The Hollywood movie is the way that it is, in my opinion, because we like to see the past being somehow less enlightened on this front—across the board—and that we, the wise non-racists, have grown and transcended this problem. Except that's bullshit, and we haven't. We're just much more sensitive to being called out for when we're doing some racist shit. Ignoring the contributions of some, belittling them, denying them representation or just plain apathy toward an ethnic group is, in fact, racist.

Where I am going with this point is that this book's quality that makes it feel like a revelation isn't a good thing as the movie version supposes. It isn't a breath of fresh air, some grand rediscovery—it's a goddamn American tragedy. The idea that we as a society tacitly allowed the perception that NASA employed nothing but exclusively white dudes with pocket protectors from the flight director all the way down to the janitor and no one else—is as tragic as it is wrong.
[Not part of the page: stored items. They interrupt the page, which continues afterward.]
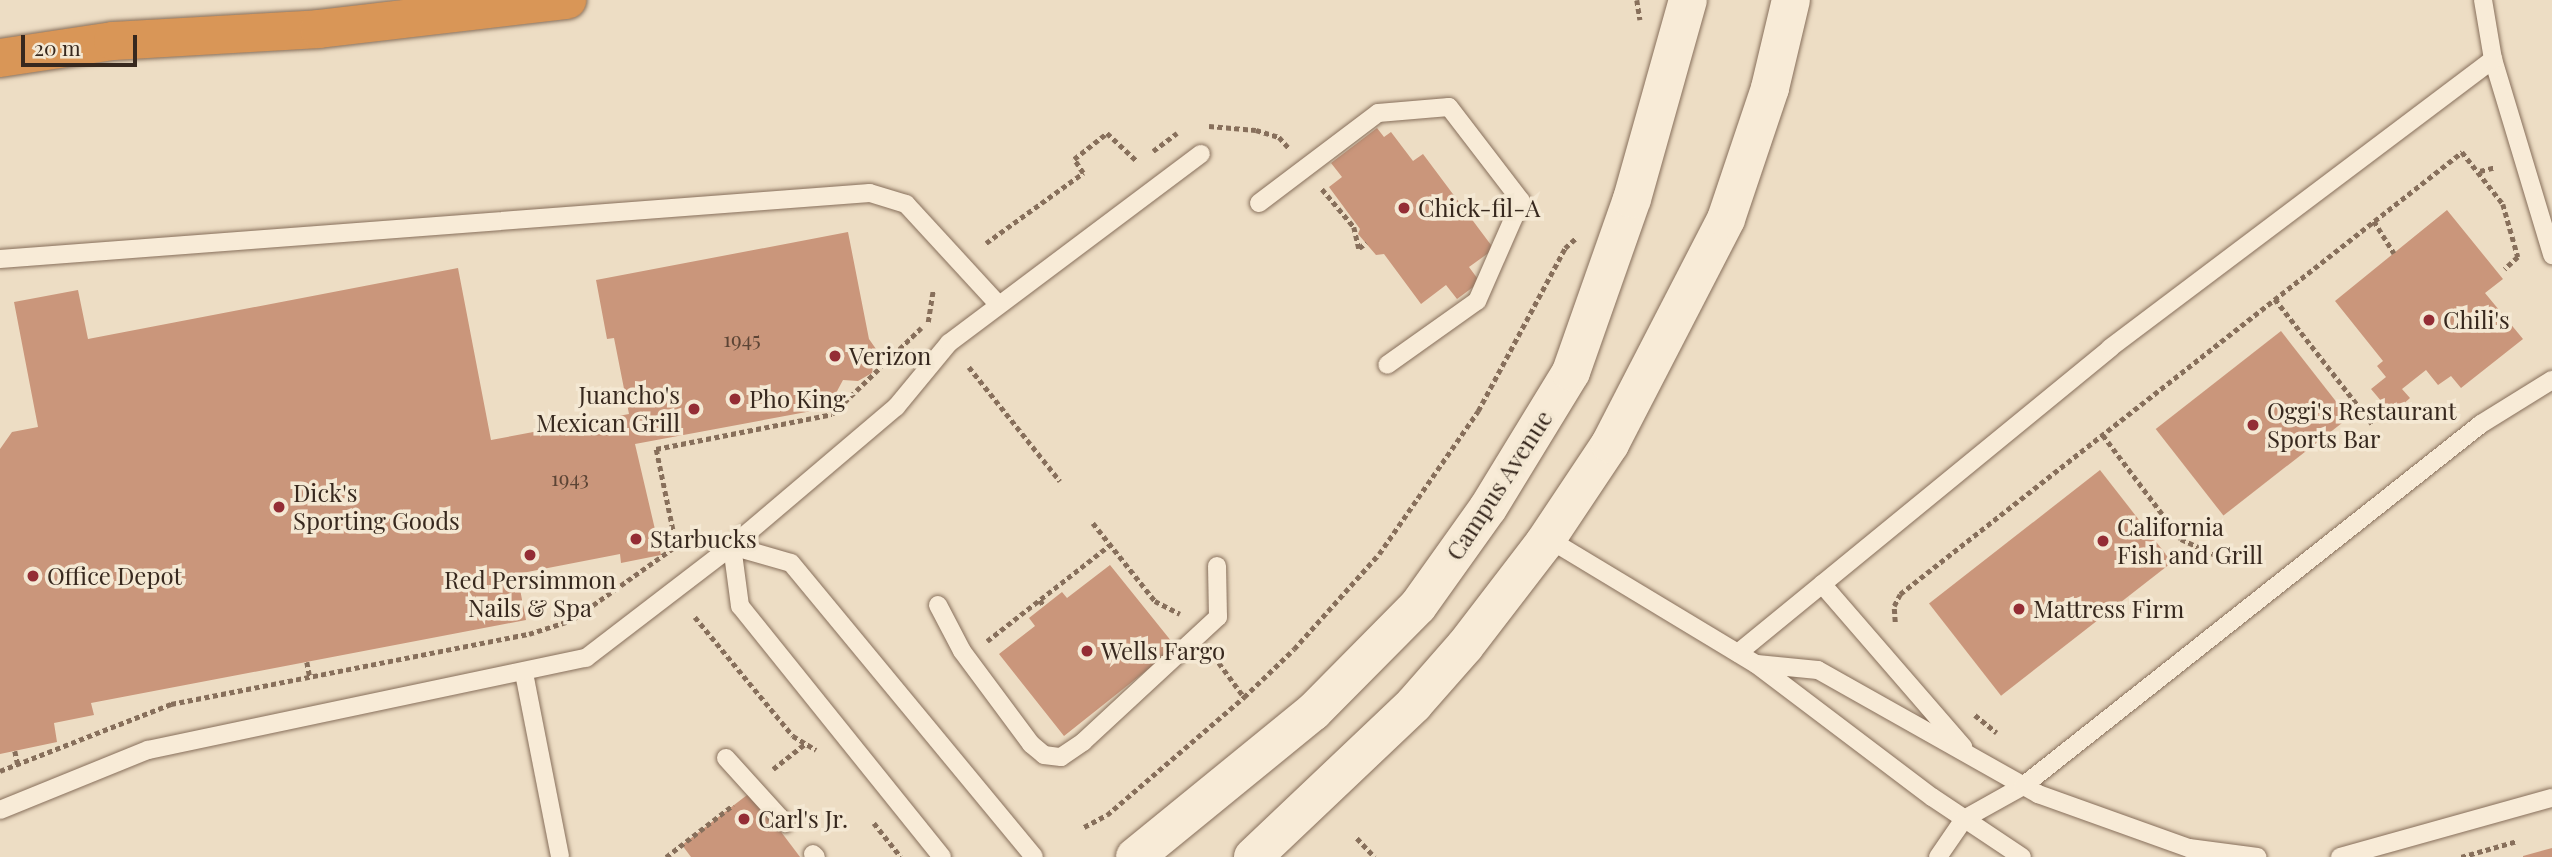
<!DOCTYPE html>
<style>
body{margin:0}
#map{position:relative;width:2552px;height:857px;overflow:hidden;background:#edddc4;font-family:"Playfair Display",serif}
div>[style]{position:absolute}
.building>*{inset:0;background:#ca967b;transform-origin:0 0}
.path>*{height:4.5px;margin-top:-2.25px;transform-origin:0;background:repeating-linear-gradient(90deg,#876f5b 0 5px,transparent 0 8.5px)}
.roads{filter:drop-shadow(0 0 2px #876f5b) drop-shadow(0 0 2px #876f5b)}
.service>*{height:18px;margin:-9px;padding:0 9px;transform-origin:9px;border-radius:9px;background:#f8ebd7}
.secondary>*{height:38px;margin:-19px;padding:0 19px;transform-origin:19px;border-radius:19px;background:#f8ebd7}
.motorway>*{height:38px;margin:-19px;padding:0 19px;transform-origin:19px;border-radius:19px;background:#d99657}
.dots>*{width:19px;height:19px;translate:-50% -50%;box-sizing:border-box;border:4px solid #f4e8d3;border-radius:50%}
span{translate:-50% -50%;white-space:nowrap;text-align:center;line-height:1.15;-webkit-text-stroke:7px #f4e8d3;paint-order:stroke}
.number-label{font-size:21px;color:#5c4435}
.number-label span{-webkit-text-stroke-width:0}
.poi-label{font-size:24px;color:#37281e}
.left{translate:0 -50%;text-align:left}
.right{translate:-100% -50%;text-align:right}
.street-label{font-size:24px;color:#37281e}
.scale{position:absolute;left:21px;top:35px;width:116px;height:32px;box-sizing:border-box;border:4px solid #37281e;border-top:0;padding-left:9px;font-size:21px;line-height:24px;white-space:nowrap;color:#37281e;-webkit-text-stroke:5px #f4e8d3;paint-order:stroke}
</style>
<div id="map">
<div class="building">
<div style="clip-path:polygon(1377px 128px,1384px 137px,1391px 132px,1413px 161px,1423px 154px,1494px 249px,1469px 267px,1480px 282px,1457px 299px,1446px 285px,1421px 304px,1384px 254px,1376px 255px,1358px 234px,1360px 229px,1329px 187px,1342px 177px,1331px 163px)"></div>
<div style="clip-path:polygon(2447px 210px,2503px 279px,2485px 293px,2523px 339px,2461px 388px,2451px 376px,2438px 385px,2426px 370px,2402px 389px,2410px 398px,2392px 414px,2371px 389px,2386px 377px,2377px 366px,2383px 361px,2335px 301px)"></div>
<div style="clip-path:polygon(848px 232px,869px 339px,876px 349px,872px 373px,858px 381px,843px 380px,828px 408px,635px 444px,661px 555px,621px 563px,620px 554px,517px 574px,526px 620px,91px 703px,94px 715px,54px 723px,57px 742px,0 754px,0 449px,12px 432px,38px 427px,14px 302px,78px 290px,88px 339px,458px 268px,491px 440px,629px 414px,614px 338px,607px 339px,596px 280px)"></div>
<div style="left:2281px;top:331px;width:110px;height:159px;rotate:52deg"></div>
<div style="left:2100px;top:470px;width:117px;height:217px;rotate:52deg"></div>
<div style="clip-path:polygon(1110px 565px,1176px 647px,1064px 736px,999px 654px,1035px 626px,1029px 618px,1062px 592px,1067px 598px)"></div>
<div style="clip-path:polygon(751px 792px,800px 857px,691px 857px,682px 845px)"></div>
<div style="clip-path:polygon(2552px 848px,2552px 857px,2523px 857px,2523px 856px)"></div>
</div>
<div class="path">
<div style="left:1637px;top:0;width:20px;rotate:81deg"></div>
<div style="left:1209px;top:126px;width:47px;rotate:4.9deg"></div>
<div style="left:1256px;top:130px;width:24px;rotate:17deg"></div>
<div style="left:1279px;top:137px;width:15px;rotate:48deg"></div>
<div style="left:1153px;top:151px;width:30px;rotate:-37deg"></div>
<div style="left:2480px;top:171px;width:16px;rotate:-14deg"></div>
<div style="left:1322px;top:189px;width:50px;rotate:49.9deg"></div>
<div style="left:1354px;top:227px;width:22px;rotate:77deg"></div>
<div style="left:1359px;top:248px;width:9px;rotate:-36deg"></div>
<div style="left:2374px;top:221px;width:38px;rotate:58deg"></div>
<div style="left:986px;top:243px;width:120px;rotate:-35.8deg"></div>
<div style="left:1083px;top:173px;width:17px;rotate:-123deg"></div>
<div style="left:1074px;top:159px;width:42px;rotate:-38.2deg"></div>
<div style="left:1107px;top:133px;width:42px;rotate:43.1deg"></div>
<div style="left:2275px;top:299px;width:160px;rotate:52.1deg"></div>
<div style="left:928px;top:322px;width:33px;rotate:-81deg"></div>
<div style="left:969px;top:367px;width:146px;rotate:51.4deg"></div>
<div style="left:2103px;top:435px;width:130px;rotate:53.1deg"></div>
<div style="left:2181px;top:539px;width:38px;rotate:25deg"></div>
<div style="left:1093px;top:523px;width:100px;rotate:51.5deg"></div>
<div style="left:1155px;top:601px;width:28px;rotate:27deg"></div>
<div style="left:1040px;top:600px;width:7px;rotate:56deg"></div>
<div style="left:695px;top:617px;width:154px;rotate:50.5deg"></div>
<div style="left:793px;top:736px;width:27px;rotate:31deg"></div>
<div style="left:1895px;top:622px;width:16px;rotate:-94deg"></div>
<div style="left:1894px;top:606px;width:13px;rotate:-63deg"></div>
<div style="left:1900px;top:594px;width:715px;rotate:-38.18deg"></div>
<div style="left:2462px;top:152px;width:66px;rotate:51.7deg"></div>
<div style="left:2503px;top:204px;width:55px;rotate:74.2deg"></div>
<div style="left:2518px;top:257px;width:18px;rotate:137deg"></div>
<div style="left:987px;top:641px;width:156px;rotate:-38deg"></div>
<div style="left:1214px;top:656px;width:51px;rotate:53.8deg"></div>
<div style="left:1244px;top:697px;width:69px;rotate:-43.8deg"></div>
<div style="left:1294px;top:649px;width:127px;rotate:-48.2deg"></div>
<div style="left:1379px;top:554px;width:174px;rotate:-55.3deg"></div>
<div style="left:1478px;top:411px;width:185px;rotate:-61.9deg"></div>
<div style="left:1565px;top:248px;width:15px;rotate:-42deg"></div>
<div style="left:307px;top:662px;width:15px;rotate:79deg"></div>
<div style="left:1975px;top:715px;width:28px;rotate:39deg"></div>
<div style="left:15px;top:751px;width:14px;rotate:78deg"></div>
<div style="left:773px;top:769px;width:42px;rotate:-38.2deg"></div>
<div style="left:0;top:771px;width:184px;rotate:-21.4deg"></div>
<div style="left:171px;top:704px;width:365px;rotate:-11.1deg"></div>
<div style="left:529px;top:634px;width:45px;rotate:-18deg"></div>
<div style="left:572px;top:620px;width:128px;rotate:-35.4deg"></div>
<div style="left:676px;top:546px;width:99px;rotate:-101.7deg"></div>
<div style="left:656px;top:449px;width:179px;rotate:-11.2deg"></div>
<div style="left:832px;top:414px;width:124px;rotate:-44deg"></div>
<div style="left:874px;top:823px;width:43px;rotate:51.5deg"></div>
<div style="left:1084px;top:827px;width:26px;rotate:-28deg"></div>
<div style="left:1107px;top:815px;width:181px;rotate:-40.7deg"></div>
<div style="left:1357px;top:838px;width:26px;rotate:47deg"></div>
<div style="left:666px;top:857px;width:85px;rotate:-37.8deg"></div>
<div style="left:2461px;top:857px;width:58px;rotate:-15.9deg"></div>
</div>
<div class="roads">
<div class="service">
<div style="left:2483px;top:0;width:60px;rotate:80.4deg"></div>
<div style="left:2493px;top:59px;width:205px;rotate:73.2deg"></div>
<div style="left:1259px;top:203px;width:149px;rotate:-37.1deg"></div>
<div style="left:1378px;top:113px;width:71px;rotate:-4.8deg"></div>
<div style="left:1449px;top:107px;width:118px;rotate:52.5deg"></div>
<div style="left:1521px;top:201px;width:109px;rotate:113.7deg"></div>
<div style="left:1477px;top:301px;width:110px;rotate:144.6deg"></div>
<div style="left:0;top:259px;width:872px;rotate:-4.34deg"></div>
<div style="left:870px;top:193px;width:38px;rotate:17deg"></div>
<div style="left:906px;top:204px;width:137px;rotate:47.4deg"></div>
<div style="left:1547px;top:538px;width:244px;rotate:31.1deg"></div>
<div style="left:1756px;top:664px;width:221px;rotate:37.1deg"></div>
<div style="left:1932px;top:797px;width:108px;rotate:33.7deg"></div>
<div style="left:1822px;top:584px;width:216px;rotate:49.1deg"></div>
<div style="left:938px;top:605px;width:52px;rotate:62.4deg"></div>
<div style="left:962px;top:651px;width:116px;rotate:53.4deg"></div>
<div style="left:1031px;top:744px;width:17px;rotate:40deg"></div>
<div style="left:1044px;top:755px;width:17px;rotate:7deg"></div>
<div style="left:1061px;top:757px;width:27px;rotate:-34deg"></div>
<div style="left:1083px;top:742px;width:184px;rotate:-42.8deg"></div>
<div style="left:1218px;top:617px;width:51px;rotate:-91.1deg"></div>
<div style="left:1738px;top:653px;width:481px;rotate:-39.3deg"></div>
<div style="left:2110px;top:348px;width:480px;rotate:-37deg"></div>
<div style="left:1757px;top:664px;width:61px;rotate:5.6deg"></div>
<div style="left:1818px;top:670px;width:253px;rotate:29.4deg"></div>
<div style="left:2038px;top:794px;width:160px;rotate:19.7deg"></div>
<div style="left:2189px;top:848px;width:69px;rotate:7.5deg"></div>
<div style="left:524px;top:673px;width:187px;rotate:78.9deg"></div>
<div style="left:726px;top:758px;width:88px;rotate:47.8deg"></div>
<div style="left:0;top:810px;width:160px;rotate:-22.1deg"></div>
<div style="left:148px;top:750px;width:448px;rotate:-11.9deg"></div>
<div style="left:586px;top:658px;width:184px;rotate:-37.5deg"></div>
<div style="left:732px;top:546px;width:215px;rotate:-40.3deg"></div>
<div style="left:896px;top:407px;width:83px;rotate:-50.4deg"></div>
<div style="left:949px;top:343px;width:315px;rotate:-36.9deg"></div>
<div style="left:813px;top:854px;width:4px;rotate:45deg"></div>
<div style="left:942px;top:857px;width:322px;rotate:-128.8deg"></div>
<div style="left:740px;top:606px;width:61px;rotate:-97.6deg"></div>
<div style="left:732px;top:546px;width:61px;rotate:16.1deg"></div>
<div style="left:791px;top:563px;width:381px;rotate:50.4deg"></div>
<div style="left:1938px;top:857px;width:46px;rotate:-55.6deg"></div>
<div style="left:1964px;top:819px;width:68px;rotate:-29.2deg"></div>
<div style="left:2023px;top:786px;width:584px;rotate:-38.32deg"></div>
<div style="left:2481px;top:424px;width:84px;rotate:-31.8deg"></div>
<div style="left:2340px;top:857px;width:220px;rotate:-15.6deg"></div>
</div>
<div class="secondary">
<div style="left:1135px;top:857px;width:230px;rotate:-39.2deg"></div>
<div style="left:1313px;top:712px;width:149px;rotate:-45.3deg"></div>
<div style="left:1418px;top:606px;width:120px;rotate:-54.5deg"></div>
<div style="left:1488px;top:508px;width:159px;rotate:-58.6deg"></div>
<div style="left:1571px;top:372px;width:183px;rotate:-70.6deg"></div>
<div style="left:1632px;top:199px;width:207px;rotate:-74.3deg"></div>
<div style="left:1253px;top:857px;width:222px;rotate:-43.5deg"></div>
<div style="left:1414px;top:704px;width:77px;rotate:-48.7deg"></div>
<div style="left:1465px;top:646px;width:130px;rotate:-52.5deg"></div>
<div style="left:1544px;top:543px;width:119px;rotate:-56.3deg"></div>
<div style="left:1610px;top:444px;width:253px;rotate:-62.7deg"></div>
<div style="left:1726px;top:219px;width:138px;rotate:-71.4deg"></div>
<div style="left:1770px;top:88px;width:90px;rotate:-76.6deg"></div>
</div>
<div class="motorway">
<div style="left:0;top:58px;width:114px;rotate:-8.6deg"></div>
<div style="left:113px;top:41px;width:206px;rotate:-3.3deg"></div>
<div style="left:319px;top:29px;width:250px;rotate:-6.7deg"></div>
</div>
</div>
<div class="dots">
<div style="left:1404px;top:208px;background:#942d35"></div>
<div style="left:2429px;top:320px;background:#942d35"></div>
<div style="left:835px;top:356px;background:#942d35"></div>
<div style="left:735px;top:399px;background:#942d35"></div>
<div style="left:694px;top:409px;background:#942d35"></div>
<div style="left:2253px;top:425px;background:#942d35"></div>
<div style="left:279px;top:507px;background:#942d35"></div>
<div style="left:636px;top:539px;background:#942d35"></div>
<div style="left:2103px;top:541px;background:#942d35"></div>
<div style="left:530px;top:555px;background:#942d35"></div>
<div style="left:33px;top:576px;background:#942d35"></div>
<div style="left:2019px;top:609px;background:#942d35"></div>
<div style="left:1087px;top:651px;background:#942d35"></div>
<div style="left:744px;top:819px;background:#942d35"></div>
</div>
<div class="number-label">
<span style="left:742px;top:338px">1945</span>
<span style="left:570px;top:477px">1943</span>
</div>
<div class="poi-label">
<span class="left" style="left:1418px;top:208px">Chick-fil-A</span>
<span class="left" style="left:2443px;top:320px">Chili's</span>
<span class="left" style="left:849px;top:356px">Verizon</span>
<span class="right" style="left:680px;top:409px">Juancho's<br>Mexican Grill</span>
<span class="left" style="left:749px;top:399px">Pho King</span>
<span class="left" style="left:2267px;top:425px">Oggi's Restaurant<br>Sports Bar</span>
<span class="left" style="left:293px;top:507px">Dick's<br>Sporting Goods</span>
<span class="left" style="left:2117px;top:541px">California<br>Fish and Grill</span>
<span class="left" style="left:650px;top:539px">Starbucks</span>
<span class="left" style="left:47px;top:576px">Office Depot</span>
<span style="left:530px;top:594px">Red Persimmon<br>Nails &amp; Spa</span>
<span class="left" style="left:2033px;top:609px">Mattress Firm</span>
<span class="left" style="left:1101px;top:651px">Wells Fargo</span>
<span class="left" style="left:758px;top:819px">Carl's Jr.</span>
</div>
<div class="street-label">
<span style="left:1499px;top:485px;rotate:-57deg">Campus Avenue</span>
</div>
<div class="scale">20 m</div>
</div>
This preview is an Amazon Affiliate link; 
as an Amazon Associate, I earn from qualifying purchases.



Parting thoughts:

So for my parting thoughts, I'd like to shift gears here. Recently, it has become fashionable, we'll say, for some groups of Americans to vocally and stupidly claim that we never landed on the moon—and also that the Earth is flat. I don't know, probably.

This is one of those things like Mr. McConaughey's character in "Interstellar" that instantly gets under my skin and annoys me. On the face of it, not only is it wrong, with nearly every country verifying that our radio signals from the Apollo missions came from the moon. Countries including Russia, who was famously competing with us at the time to do just that. Not only is it a denial of the single greatest technological feat we as Americans have ever accomplished, including the atomic bomb, and that there are literal mirrors on the moon that we still use in experiments today left by the Apollo astronauts. It is a slap in the face of every brilliant American astronaut, scientist, engineer, mathematician, and physicist who sacrificed so much, sometimes their very lives, to accomplish that dream.

This insult typically comes from the same group of people who can't even spell algebra, let alone pass it in high school. So why do they insist on their factually wrong position and that we take their non-expertise as valid? I've meditated on this point for a long time, and I believe the answer is actually quite simple.

They are Americans who hate America.

That is a loaded and admittedly inflammatory statement that requires qualification—which I will provide. More precisely, they hate America as it is, and as it always has been, which is a broad land of immigrants from all corners of the Earth, with different skins, beliefs, religions, and languages cohering together as one society. They do, however, love their imaginary America that they've constructed in their mind. An America that was somehow uniformly white, Christian (whichever brand they subscribed to), and the reason that there are literally any problems whatsoever is that we've gotten away from that.

There is this sick love for conspiracy where there is no conspiracy. Instead of admitting that maybe their lives are mediocre because they are, in fact, mediocre. They've never taken the time or effort to change that about themselves. Instead, they invent cabals of satan worshiping pedophiles that somehow hold back their natural all-white awesome American-ness.

The denial of the moon landing stems from the same poisoned fruit that we couldn't possibly have succeeded at such a challenge because the people who did it weren't pure as defined by some wackjob. The people who did the work, the math, the planning, and took the risks to make it possible were diverse in ethnicity, gender, and religion.

And that has no place in their imaginary America. So it didn't happen.